Soul Asylum – Delayed Reaction

Soul Asylum have slowly and steadily been releasing albums for the better part of three decades.  They all but disappeared from the musical landscape after 1995’s Let Your Dim Light Shine, and haven’t come close to the success of their opus Grave Dancer’s Union since.

Delayed Reaction marks their first album in six years since the largely underrated Silver Lining, and it showcases Soul Asylum’s talent for doing what they’ve always done best, writing catchy hook-lined songs.  Those songs are few and far between though on Delayed Reaction, and will get you yearning for the days of old when Dave Pirner was still strutting around in shredded jeans and flannels and didn’t wash his hair…he actually still does all that come to think of it.

The album takes a little bit from pretty much every part of Soul Asylum’s catalog, which makes for an interesting retrospective, but little else as far as an album is concerned.   The album has some early 80’s post-punk tracks like Gravity, Your Generation and Leave This Town, driven by ex-Replacements bass player Tommy Stinson’s rock solid bassline.  That doesn’t make for great songs however, just makes me nostalgic for something that doesn’t exist here.   By the Way is the closest thing you’ll hear to some of the blockbuster hits that Soul Asylum is known for in the past.

Soul Asylum is the epitome of the working horse band.  They’ve been touring for almost thirty years and have traded mega stadiums for small bars and street festivals, and the piano driven honky tonk jam The Juice may be the perfect song to showcase that road-worn talent.  The band has earned the right to make whatever music they want now.  They’ve sold millions of records already, and Delayed Reaction is not going to come close to those numbers, but the band knows that and frankly I don’t think they care.

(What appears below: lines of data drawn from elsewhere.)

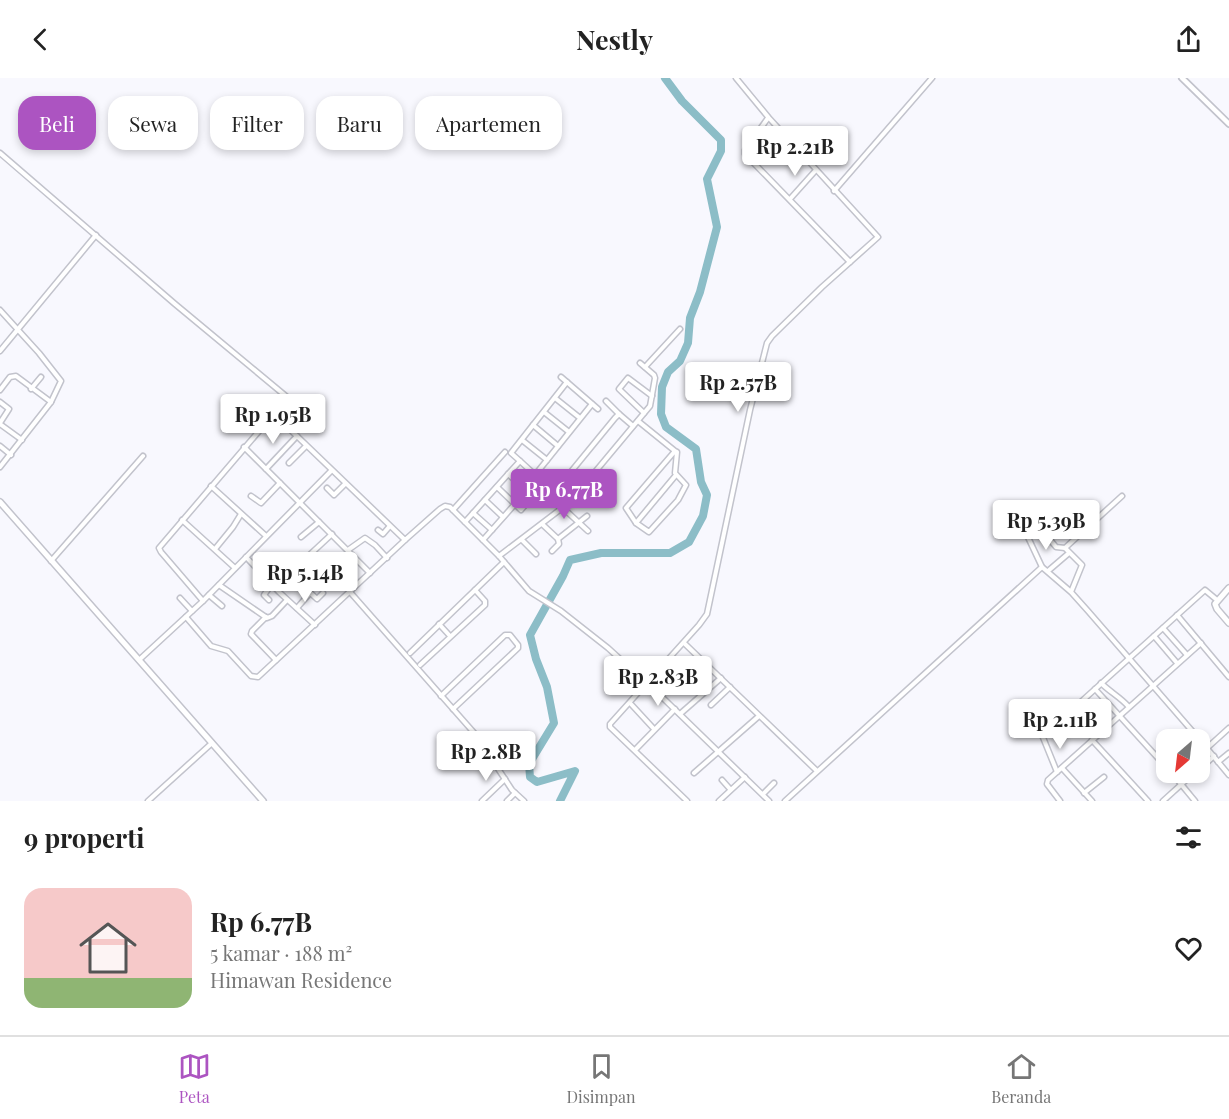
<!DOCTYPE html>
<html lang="id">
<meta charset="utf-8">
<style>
:root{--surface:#fff;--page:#f2f2f2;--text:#222;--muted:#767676;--line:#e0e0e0;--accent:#ac54c1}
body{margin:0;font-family:"Playfair Display",serif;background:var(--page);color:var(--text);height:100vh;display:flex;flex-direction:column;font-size:22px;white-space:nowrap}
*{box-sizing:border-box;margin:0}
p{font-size:20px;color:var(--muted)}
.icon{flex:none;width:33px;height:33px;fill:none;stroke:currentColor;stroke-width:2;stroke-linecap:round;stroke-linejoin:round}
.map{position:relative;height:723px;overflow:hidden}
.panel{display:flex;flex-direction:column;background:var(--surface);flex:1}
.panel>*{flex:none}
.banner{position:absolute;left:18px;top:18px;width:600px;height:54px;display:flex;gap:12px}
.needle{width:39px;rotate:208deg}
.fabs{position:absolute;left:1156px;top:651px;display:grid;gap:12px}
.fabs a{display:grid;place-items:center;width:54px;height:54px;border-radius:12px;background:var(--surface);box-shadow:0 3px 9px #0003;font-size:30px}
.price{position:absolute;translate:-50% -51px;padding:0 14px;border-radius:6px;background:#fff;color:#222;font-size:20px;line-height:39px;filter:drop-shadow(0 2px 3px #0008)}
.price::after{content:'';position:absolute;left:50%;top:36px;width:18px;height:14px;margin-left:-9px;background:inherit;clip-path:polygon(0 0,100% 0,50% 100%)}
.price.selected{background:var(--accent);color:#fff}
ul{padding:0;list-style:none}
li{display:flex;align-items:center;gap:18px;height:150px;padding:0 24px}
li+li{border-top:2px solid var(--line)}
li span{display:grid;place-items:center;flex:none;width:168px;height:120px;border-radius:18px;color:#555}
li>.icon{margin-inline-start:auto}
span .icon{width:72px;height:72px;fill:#fffc;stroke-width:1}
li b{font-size:26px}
h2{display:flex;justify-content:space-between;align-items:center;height:72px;padding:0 24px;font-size:26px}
.chip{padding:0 21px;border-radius:18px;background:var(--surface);box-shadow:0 3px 9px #0003;font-size:21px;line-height:54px}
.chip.selected{background:var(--accent);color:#fff}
header{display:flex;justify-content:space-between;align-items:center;height:78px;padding:0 24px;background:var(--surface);font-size:27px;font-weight:700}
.tab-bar{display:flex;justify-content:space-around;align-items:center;height:84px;border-top:2px solid var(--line);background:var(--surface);font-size:16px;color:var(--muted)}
.tab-bar a{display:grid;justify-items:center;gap:3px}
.tab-bar .selected{color:var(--accent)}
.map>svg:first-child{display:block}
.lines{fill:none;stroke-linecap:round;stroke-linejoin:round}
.river{stroke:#8cbdc7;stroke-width:8}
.minor-casing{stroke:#c2c3cc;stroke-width:7}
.tertiary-casing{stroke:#c2c3cc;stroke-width:8}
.secondary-casing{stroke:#c2c3cc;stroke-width:8}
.minor{stroke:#fff;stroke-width:4}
.tertiary{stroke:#fff;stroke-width:4.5}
.secondary{stroke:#fff;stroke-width:5}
</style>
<header><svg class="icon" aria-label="back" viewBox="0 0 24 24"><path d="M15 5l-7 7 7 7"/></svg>Nestly<svg class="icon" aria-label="share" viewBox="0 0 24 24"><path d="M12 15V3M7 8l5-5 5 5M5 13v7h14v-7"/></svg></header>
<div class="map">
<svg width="1229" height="723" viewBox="0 0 1229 723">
<rect width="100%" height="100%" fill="#f8f8fe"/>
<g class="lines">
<!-- river -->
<path class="river" d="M560,723L575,693L537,704L530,699L529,686L554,645L547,609L536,581L530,557L563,498L570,482L601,475H670L689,464L703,438L707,417L701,404L696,371L666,349L661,336L662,309L668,294L680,283L688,265L690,240L700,214L717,149L707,101L721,73V62L682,23L665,0"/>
<!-- minor casing -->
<g class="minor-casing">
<g id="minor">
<path d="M768,40L745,72V76L850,184"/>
<path d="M0,75L175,226L287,319L275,337"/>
<path d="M834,113L932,0"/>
<path d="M790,121L816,92"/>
<path d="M0,232L39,275L61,303L51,324L0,389"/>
<path d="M0,273L96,157"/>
<path d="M645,289L680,251"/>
<path d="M561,299L598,331"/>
<path d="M31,311L41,299"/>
<path d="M0,312L10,299L16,298L51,324"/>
<path d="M555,320L580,340"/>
<path d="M606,323L619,336"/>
<path d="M0,324L9,331L0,345"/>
<path d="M544,334L569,354"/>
<path d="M644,335L619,311L628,300L652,318"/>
<path d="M638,343L675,373L677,374L675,395L686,407L678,422L649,454L636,445L626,430L675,373"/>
<path d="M0,346L22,362"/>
<path d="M533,347L558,368"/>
<path d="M522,362L547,382"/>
<path d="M0,368L11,377"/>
<path d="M244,369L370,495"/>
<path d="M289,385L306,368"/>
<path d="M266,391L297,358"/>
<path d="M508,396L533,418"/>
<path d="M535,397L592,326"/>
<path d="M211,408L266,458"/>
<path d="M497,409L521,432L544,405L520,383"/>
<path d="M327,410L334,417L345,406"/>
<path d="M251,418L261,425L280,405"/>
<path d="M485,422L503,439"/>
<path d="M570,424L556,412L615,340L619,336L633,348"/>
<path d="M563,430L588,453"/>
<path d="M453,432L505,374"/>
<path d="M473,435L492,452"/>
<path d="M182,442L235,490"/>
<path d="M465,444L520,383L511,375L567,304"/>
<path d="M636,445L676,397"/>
<path d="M542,446L558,461L587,438"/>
<path d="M378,452L383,456L389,449"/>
<path d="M301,459L319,444"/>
<path d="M483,462L515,426"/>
<path d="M522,462L536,476"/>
<path d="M1065,470L1122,418"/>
<path d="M215,471L233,449L241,436"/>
<path d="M348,472L365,460L375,467L387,480"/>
<path d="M552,473L559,466L558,461"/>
<path d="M308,478L324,498L331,502L335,500L352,477"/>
<path d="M499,478L570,424L650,328L655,300L654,297L640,285"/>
<path d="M246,479L279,514L315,547"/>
<path d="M51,483L143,378"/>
<path d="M1048,493L1069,475"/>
<path d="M289,495L317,521L323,515"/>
<path d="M267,501L277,491L275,486"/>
<path d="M219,507L267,540L272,538L287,522"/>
<path d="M275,509L332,456"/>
<path d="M350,514L476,657L512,712L524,723"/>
<path d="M1071,514L1082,487L1065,470L1056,469L1025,431L1018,438L1042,489L1071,514L1088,533L1200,662"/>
<path d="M209,517L222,528"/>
<path d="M180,520L192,533"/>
<path d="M269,522L264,517L272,506"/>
<path d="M203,523L161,474L159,470L272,338L275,337L405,462L440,431L445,428L450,429L499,478L529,513L561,533L608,570L664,621L769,723"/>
<path d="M297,530L310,515"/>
<path d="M1177,537L1229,599"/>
<path d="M186,539L211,568L228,573L251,598L258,599L405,462"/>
<path d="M266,539L252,553L251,556L276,582"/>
<path d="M439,546L450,558"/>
<path d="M1163,550L1187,577"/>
<path d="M1154,558L1177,585"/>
<path d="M684,565L817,693"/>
<path d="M410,575L504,484"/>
<path d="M139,582L203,523L331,393"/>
<path d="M420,587L485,527V523L475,512"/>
<path d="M1101,605C1110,614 1120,619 1128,628"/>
<path d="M1095,611L1167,690"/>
<path d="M441,618L505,557H510L518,567V570L453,631"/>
<path d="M630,625L654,651"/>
<path d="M711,627L730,609"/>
<path d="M680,636L721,600"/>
<path d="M1099,639L1106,649"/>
<path d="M1063,640L1075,651"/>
<path d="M1092,662L1148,723"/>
<path d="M1200,662L1229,697"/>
<path d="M1207,670L1229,650"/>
<path d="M635,672L675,631"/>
<path d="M1218,684L1229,675"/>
<path d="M1062,690L1092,723"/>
<path d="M1200,691L1214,678"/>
<path d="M1057,694L1042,657L1063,640L1205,512L1217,522"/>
<path d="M1171,694L1195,723"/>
<path d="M694,695L759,638"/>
<path d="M722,702L730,711"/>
<path d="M1084,715L1104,699"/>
<path d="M763,716L774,705"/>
<path d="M148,723L212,665"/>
<path d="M482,723L505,701"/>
<path d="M507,723L515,715"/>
<path d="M687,723L610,649V646L699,547L707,536L750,332L767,265L772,258L822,209L878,159L769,40L736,0"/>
<path d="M719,723L745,699"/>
<path d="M785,723L1042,489"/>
<path d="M1060,723L1047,706L1048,702L1201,565"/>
<path d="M1163,723L1195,694"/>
</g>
</g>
<!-- tertiary casing -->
<g class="tertiary-casing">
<path id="tertiary" d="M1182,0L1229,46"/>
</g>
<!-- secondary casing -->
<g class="secondary-casing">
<g id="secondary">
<path d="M0,424L263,723"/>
<path d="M1229,510L1215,526L1217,531L1229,545"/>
</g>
</g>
<!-- minor -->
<use href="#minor" class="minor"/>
<!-- tertiary -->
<use href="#tertiary" class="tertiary"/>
<!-- secondary -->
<use href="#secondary" class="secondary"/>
</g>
</svg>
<div class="fabs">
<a><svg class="needle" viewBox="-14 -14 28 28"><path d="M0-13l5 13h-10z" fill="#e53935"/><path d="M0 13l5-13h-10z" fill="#767676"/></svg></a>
</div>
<b class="price" style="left:795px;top:99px">Rp 2.21B</b>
<b class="price" style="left:738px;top:335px">Rp 2.57B</b>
<b class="price" style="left:273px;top:367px">Rp 1.95B</b>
<b class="price selected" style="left:564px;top:442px">Rp 6.77B</b>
<b class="price" style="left:1046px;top:473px">Rp 5.39B</b>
<b class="price" style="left:305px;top:525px">Rp 5.14B</b>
<b class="price" style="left:658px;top:629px">Rp 2.83B</b>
<b class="price" style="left:1060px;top:672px">Rp 2.11B</b>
<b class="price" style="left:486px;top:704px">Rp 2.8B</b>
<div class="banner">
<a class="chip selected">Beli</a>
<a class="chip">Sewa</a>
<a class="chip">Filter</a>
<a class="chip">Baru</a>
<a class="chip">Apartemen</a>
</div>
</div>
<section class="panel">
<h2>9 properti<svg class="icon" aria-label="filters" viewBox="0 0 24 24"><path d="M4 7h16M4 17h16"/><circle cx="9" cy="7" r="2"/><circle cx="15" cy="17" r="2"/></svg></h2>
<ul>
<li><span style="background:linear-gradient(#f6c9c9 75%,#8fb573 0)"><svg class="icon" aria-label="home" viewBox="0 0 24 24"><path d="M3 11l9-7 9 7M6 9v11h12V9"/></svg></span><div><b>Rp 6.77B</b><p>5 kamar · 188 m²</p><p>Himawan Residence</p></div><svg class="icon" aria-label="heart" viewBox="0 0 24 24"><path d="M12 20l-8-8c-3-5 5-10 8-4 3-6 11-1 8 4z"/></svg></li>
</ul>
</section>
<nav class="tab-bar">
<a class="selected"><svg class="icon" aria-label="map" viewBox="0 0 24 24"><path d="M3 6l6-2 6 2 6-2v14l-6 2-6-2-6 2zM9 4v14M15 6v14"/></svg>Peta</a>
<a><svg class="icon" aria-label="saved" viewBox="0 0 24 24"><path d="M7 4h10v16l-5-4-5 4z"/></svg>Disimpan</a>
<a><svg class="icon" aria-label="home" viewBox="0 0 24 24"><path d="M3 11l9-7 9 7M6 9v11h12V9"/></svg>Beranda</a>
</nav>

I have all the respect in the world for Soul Asylum and Delayed Reaction has some great standout tracks, but overall the album comes off feeling dated, forced, and bloated at times, especially during songs like the orchestrated I Should’ve Stayed in Bed and an ill-placed and bizarre cover of The Beatles, Good Morning, Good Morning to end the album.  If you’re a fan of the band then you’ll enjoy hearing lead singer Dave Pirner’s voice once again, otherwise you may want to take a pass on this one.